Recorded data

┄┄┄┄┄┄┄┄┄┄┄┄┄┄┄┄┄┄┄┄

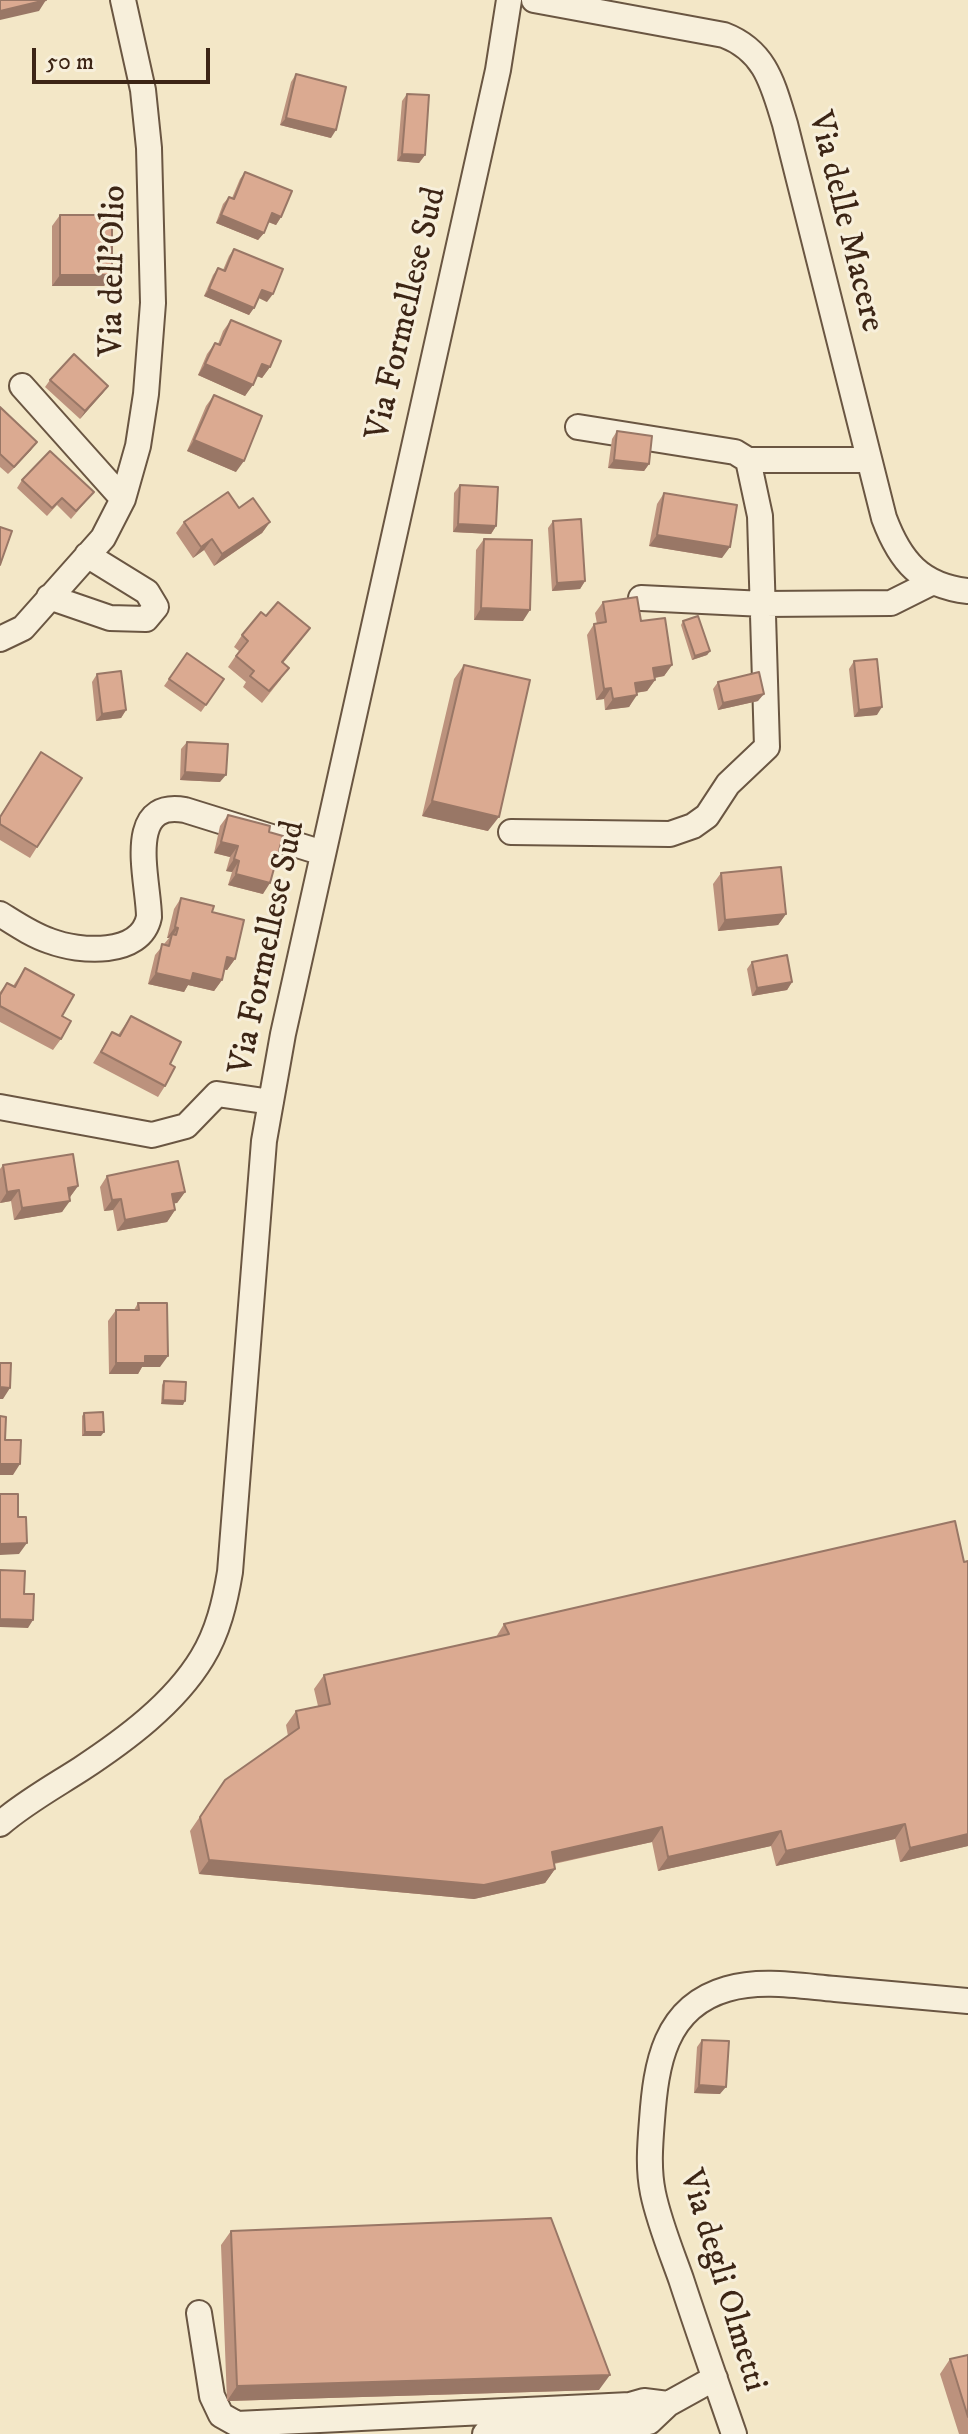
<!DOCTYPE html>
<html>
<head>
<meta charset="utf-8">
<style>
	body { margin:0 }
	#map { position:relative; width:968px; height:2434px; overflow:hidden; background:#f3e7c7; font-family:"IM FELL DW Pica",serif }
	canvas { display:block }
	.scale { position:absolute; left:32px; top:48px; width:178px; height:36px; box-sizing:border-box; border:4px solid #3c2515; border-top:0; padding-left:10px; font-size:24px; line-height:28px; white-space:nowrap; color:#3c2515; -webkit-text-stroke:6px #f7efdb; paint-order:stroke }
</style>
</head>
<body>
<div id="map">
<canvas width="968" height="2434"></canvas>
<div class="scale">50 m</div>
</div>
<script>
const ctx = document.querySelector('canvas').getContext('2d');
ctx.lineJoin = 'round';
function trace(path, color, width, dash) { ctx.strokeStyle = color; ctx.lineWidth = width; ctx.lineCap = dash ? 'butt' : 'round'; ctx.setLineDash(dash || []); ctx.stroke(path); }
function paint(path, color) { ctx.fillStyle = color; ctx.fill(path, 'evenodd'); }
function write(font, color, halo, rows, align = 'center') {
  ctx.font = font + ' "IM FELL DW Pica",serif'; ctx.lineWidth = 6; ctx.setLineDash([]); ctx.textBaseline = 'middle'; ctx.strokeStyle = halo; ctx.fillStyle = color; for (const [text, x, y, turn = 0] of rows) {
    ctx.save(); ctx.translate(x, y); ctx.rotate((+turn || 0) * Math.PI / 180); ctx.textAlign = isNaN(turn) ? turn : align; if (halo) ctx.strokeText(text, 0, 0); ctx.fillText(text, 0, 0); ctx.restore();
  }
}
const minor = new Path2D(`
	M534,0l190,35c42,16 49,50 61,89l99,394c16,43 37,68 84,73
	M22,386l101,113
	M578,427l157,25 13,8h121
	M49,597l61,21 36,1 10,-12 -9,-15 -60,-37
	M641,598l123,6 127,-1 42,-21
	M0,639l23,-11 80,-90 20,-39 15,-53 8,-52 7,-91 -4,-155 -6,-58 -20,-90
	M511,832l159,2 23,-8 14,-10 21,-32 39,-37 -7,-231 -12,-56
	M0,914c16,10 32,21 50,27 29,11 91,16 99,-24 0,-35 -26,-118 36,-107l138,43
	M0,1107l152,28 34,-9 31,-32 54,8
	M0,1824c24,-21 53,-37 81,-55 44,-29 93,-65 121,-111 16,-26 23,-56 28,-86l34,-431 19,-107 215,-964 11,-70
	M199,2313l13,83 9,19 16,9 393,-19 14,-4 24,3 47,-26
	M485,2434l164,-12 19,-18
	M734,2434c-18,-52 -36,-103 -53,-155 -10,-28 -22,-57 -28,-86 -5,-24 -3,-48 -1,-73 4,-55 12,-113 75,-131 34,-10 73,-3 108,0 44,4 89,8 133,12`);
const wall = new Path2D(`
	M296,74l35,64 -51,-13 11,-43z
	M407,94l18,61 -6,8 -22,-2 5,-60z
	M245,172l36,45 -5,8 -8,-3 -4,11 -6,7 -42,-17 7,-19 6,-7 3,1 8,-19z
	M60,215l52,60 -8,11h-52v-60z
	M234,249l33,53 -8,-4 -10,17 -45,-19 9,-21 5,-7 5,2 6,-14z
	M231,320l39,47 -8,11 -5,-2 -12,20 -47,-21 9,-21 8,-11 3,1 5,-13z
	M50,380l58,6 -28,33 -35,-32z
	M214,395l22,77 -49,-21 19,-45z
	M0,407l31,43 -23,24 -8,-7z
	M617,431l32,33 -5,7 -36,-3 4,-29z
	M22,480l72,12 -23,27 -14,-14 -10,11 -30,-28z
	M460,485l36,41 -5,8 -38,-2 1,-39z
	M664,493l58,65 -73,-12 8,-42z
	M239,508l31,14 -8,11 -48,33 -10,-16 -11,8 -17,-25 8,-11z
	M553,521l32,60 -5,8 -28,2 -4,-63z
	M484,539l39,82 -49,-1 2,-70z
	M603,602l38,19 31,44 -8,11 -9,2v2l-8,11 -11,2 -7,14 -24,3 -1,-11 -8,1 -9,-65 7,-11h3l-2,-11z
	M266,616l36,23 -19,24 -2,16 -19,24 -19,-16 3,-5 -18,-15 11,-16 -5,-4 8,-12z
	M683,621l27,30 -3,4 -15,5 -11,-35z
	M187,653l37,26 -23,33 -37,-26z
	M854,661l23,54 -23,2 -5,-48z
	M464,665l24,166 -66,-15 32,-137z
	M97,674l29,36 -5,8 -25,3 -4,-39z
	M718,682l40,19 -40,9 -5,-21z
	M187,742l33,40 -40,-2 1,-31z
	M41,752l-4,95 -7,11 -30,-18v-24z
	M228,815l41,17 -6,62 -35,-9 4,-13 -6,-1 4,-14 -16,-4 6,-27z
	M721,873l65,41 -8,11 -60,6 -5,-47z
	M181,898l31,14 23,47 -8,11 -3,-1 -2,11 -8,11 -26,-6 -4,7 -36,-8 7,-29 14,-17h-2l7,-29z
	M752,962l40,20 -5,8 -35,6 -5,-27z
	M25,968l37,48 -1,23 -8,11 -53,-28v-30l7,-9 6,3z
	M131,1016l39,48 -5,22 -7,11 -65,-34 19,-31 6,3z
	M3,1165l75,21 -8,11 -8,15 -48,8 -3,-19 -11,2v-34z
	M107,1176l78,16 -8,11h-3l1,7 -8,12 -50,9 -4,-21 -9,1 -4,-24z
	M138,1303l22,64h-18l-4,7h-29l-1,-53 8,-11h18z
	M164,1381l19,24 -22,-1 1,-19z
	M84,1413l17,23h-19v-20z
	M504,1624l464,222 -68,16 -5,-23 -119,27 -5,-20 -113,25 -6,-29 -98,22 1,5 -10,14 -71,16 -275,-25 -9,-43 35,-51 63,-44 -2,-11 10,-14 22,-5 -4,-17 10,-14 172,-38z
	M702,2040l18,54 -26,-1 3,-46z
	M231,2231l368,159 -372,11 -6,-156z
	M968,2355v79h-9l-19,-60 10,-15z`);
const shadedWall = new Path2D(`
	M46,0l-7,11 -39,9v-9z
	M286,118l50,12 -5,8 -51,-13z
	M402,154l23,1 -6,8 -22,-2z
	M272,213l9,4 -5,8 -10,-4z
	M221,215l43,18 -6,7 -42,-17z
	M60,275h52l-8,11h-52z
	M209,289l45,19 -5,7 -45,-19z
	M262,290l11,4 -6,8 -10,-5z
	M205,364l48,21 -8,11 -47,-21z
	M262,364l8,3 -8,11 -8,-3z
	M108,386l-5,7 -23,26 5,-8z
	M194,440l50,21 -8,11 -49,-21z
	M37,442l-6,8 -23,24 6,-7z
	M614,460l35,4 -5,7 -36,-3z
	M270,522l-8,11 -48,33 8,-12z
	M458,524l38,2 -5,8 -38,-2z
	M657,535l73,12 -8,11 -73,-12z
	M212,539l-8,11 -11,8 8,-11z
	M585,581l-5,8 -28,2 5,-8z
	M481,608l49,2 -7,11 -49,-1z
	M710,651l-3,4 -15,5 3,-4z
	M672,665l-8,11 -18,3 7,-11z
	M655,680l-8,11 -20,3 8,-11z
	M611,688l-7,11 -8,1 8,-11z
	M764,694l-6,7 -40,9 5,-7z
	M637,695l-8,12 -24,3 8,-11z
	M882,707l-5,8 -23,2 5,-7z
	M126,710l-5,8 -25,3 6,-7z
	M185,772l41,3 -6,7 -40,-2z
	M432,801l67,16 -11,14 -66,-15z
	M221,842l17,4 -8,11 -16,-4z
	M234,859l5,2 -7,11 -6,-1z
	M236,874l34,9 -7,11 -35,-9z
	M786,914l-8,11 -60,6 7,-11z
	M175,927l3,1 -7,10 1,-4 -3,4h-2z
	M227,957l8,2 -8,11 -8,-2z
	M156,973h37l29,7 -8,11 -26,-6 -4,7 -36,-8z
	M792,982l-5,8 -35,6 5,-8z
	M78,1186l-8,11 -10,2 8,-11z
	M19,1190l-8,11 -11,2 7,-11z
	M185,1192l-8,11 -13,2 8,-11z
	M121,1199l-8,11 -9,1 8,-11z
	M70,1201l-8,11 -48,8 8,-12z
	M175,1210l-8,12 -50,9 8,-11z
	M145,1356h23l-8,11h-18l-4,7h-29l7,-11z
	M0,1387l10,1 -7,11h-3z
	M163,1400l22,1 -2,4 -22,-1z
	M85,1432h19l-3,4h-19z
	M0,1464h20l-7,11h-13z
	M27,1543l-8,11 -19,1v-11z
	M0,1619l33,1 -5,8 -28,-1z
	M905,1824l-10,15 -119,27 10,-15z
	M662,1827l-10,15 -111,24 11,-14z
	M781,1831l-10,15 -113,25 10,-14z
	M968,1834v12l-68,16 10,-14z
	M209,1860l346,9 -10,14 -71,16 -275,-25z
	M699,2085l27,2 -6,7 -26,-1z
	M610,2375l-11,15 -372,11 10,-15z`);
const building = new Path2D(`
	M0,0h46l-46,11z
	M296,74l50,13 -10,43 -50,-12z
	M407,94l22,1 -4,60 -23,-1z
	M245,172l47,19 -11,26 -9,-4 -8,20 -43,-18 8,-18 5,2z
	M60,215h52v60h-52z
	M234,249l49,20 -10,25 -11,-4 -8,18 -45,-19 9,-21 7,3z
	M231,320l50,21 -11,26 -8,-3 -9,21 -48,-21 10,-21 5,2z
	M74,354l34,32 -23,25 -35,-31z
	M214,395l48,21 -18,45 -50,-21z
	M0,407l37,35 -23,25 -14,-13z
	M617,431l35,5 -3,28 -35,-4z
	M50,451l44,41 -18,19 -14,-13 -10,10 -30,-28z
	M460,485l38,2 -2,39 -38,-2z
	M228,492l11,16 14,-10 17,24 -48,32 -10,-15 -11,8 -17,-25z
	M664,493l73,12 -7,42 -73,-12z
	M581,519l4,62 -28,2 -4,-62z
	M0,527l12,4 -12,34z
	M484,539l48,1 -2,70 -49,-2z
	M637,597l4,24 24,-3 7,47 -19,3 2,12 -20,3 2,12 -24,4 -2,-11 -7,1 -10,-65 12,-2 -3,-20z
	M278,602l32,26 -28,34 7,6 -20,23 -19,-15 4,-5 -18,-15 12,-15 -6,-6 19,-23 5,4z
	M698,616l12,35 -15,5 -12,-35z
	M187,653l37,26 -18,26 -37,-26z
	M877,659l5,48 -23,3 -5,-49z
	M464,665l66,15 -31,137 -67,-16z
	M121,671l5,39 -24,4 -5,-40z
	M759,672l5,22 -41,9 -5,-21z
	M187,742l41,2 -2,31 -41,-3z
	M41,752l41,26 -45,69 -37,-23v-7z
	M228,815l42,11 -1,6 14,4 -13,47 -34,-9 3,-13 -5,-2 4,-13 -17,-4z
	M781,867l5,47 -61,6 -4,-47z
	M181,898l33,8 -2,6 32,8 -9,39 -8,-2 -5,23 -29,-7 -2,8 -35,-8 6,-29 7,2 3,-12 4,1 2,-7 -3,-1z
	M787,955l5,27 -35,6 -5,-26z
	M25,968l49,27 -12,21 9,5 -10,18 -61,-33v-11l7,-12 8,4z
	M131,1016l50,26 -11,22 5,3 -10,19 -64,-34 11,-20 8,4z
	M73,1154l5,32 -10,2 2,13 -48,7 -3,-18 -12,2 -4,-27z
	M178,1161l7,31 -13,2 3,16 -50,10 -4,-21 -9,1 -5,-24z
	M138,1303h29l1,53h-23v7h-29v-53h23z
	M0,1363h11l-1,25 -10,-1z
	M164,1381l22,1 -1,19 -22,-1z
	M103,1412l1,20h-19l-1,-19z
	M0,1416l6,1 -1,23h16l-1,24h-20z
	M0,1494h18v23h8l1,26 -27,1z
	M955,1521l9,41 4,-1v273l-58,14 -5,-24 -119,27 -5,-20 -113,26 -6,-30 -110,25 3,17 -71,16 -275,-25 -9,-43 25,-37 74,-52 -3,-17 34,-7 -6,-29 185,-41 -5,-10z
	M0,1570l25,1 -1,23h10l-1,26 -33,-1z
	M702,2040l27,1 -3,46 -27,-2z
	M551,2218l59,157 -373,11 -6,-155z
	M968,2355v62l-18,-58z`);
const streetNames = [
	["Via delle Macere",844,222,76],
	["Via dell'Olio",115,271,-89],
	["Via Formellese Sud",408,314,-77],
	["Via Formellese Sud",269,948,-78],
	["Via degli Olmetti",721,2281,73]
];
trace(minor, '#6a5642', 28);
trace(minor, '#f7efdb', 24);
paint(wall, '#bc927d');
paint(shadedWall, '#976');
paint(building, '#dbaa91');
trace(building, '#976', 2);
write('34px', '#3c2515', '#f7efdb', streetNames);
</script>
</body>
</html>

┄┄┄┄┄┄┄┄┄┄┄┄┄┄┄┄┄┄┄┄

• EXERCISE AIM
What is needed is each line of the entries that contains the word "lineWidth".

• FINISHED EXERCISE
function trace(path, color, width, dash) { ctx.strokeStyle = color; ctx.lineWidth = width; ctx.lineCap = dash ? 'butt' : 'round'; ctx.setLineDash(dash || []); ctx.stroke(path); }
  ctx.font = font + ' "IM FELL DW Pica",serif'; ctx.lineWidth = 6; ctx.setLineDash([]); ctx.textBaseline = 'middle'; ctx.strokeStyle = halo; ctx.fillStyle = color; for (const [text, x, y, turn = 0] of rows) {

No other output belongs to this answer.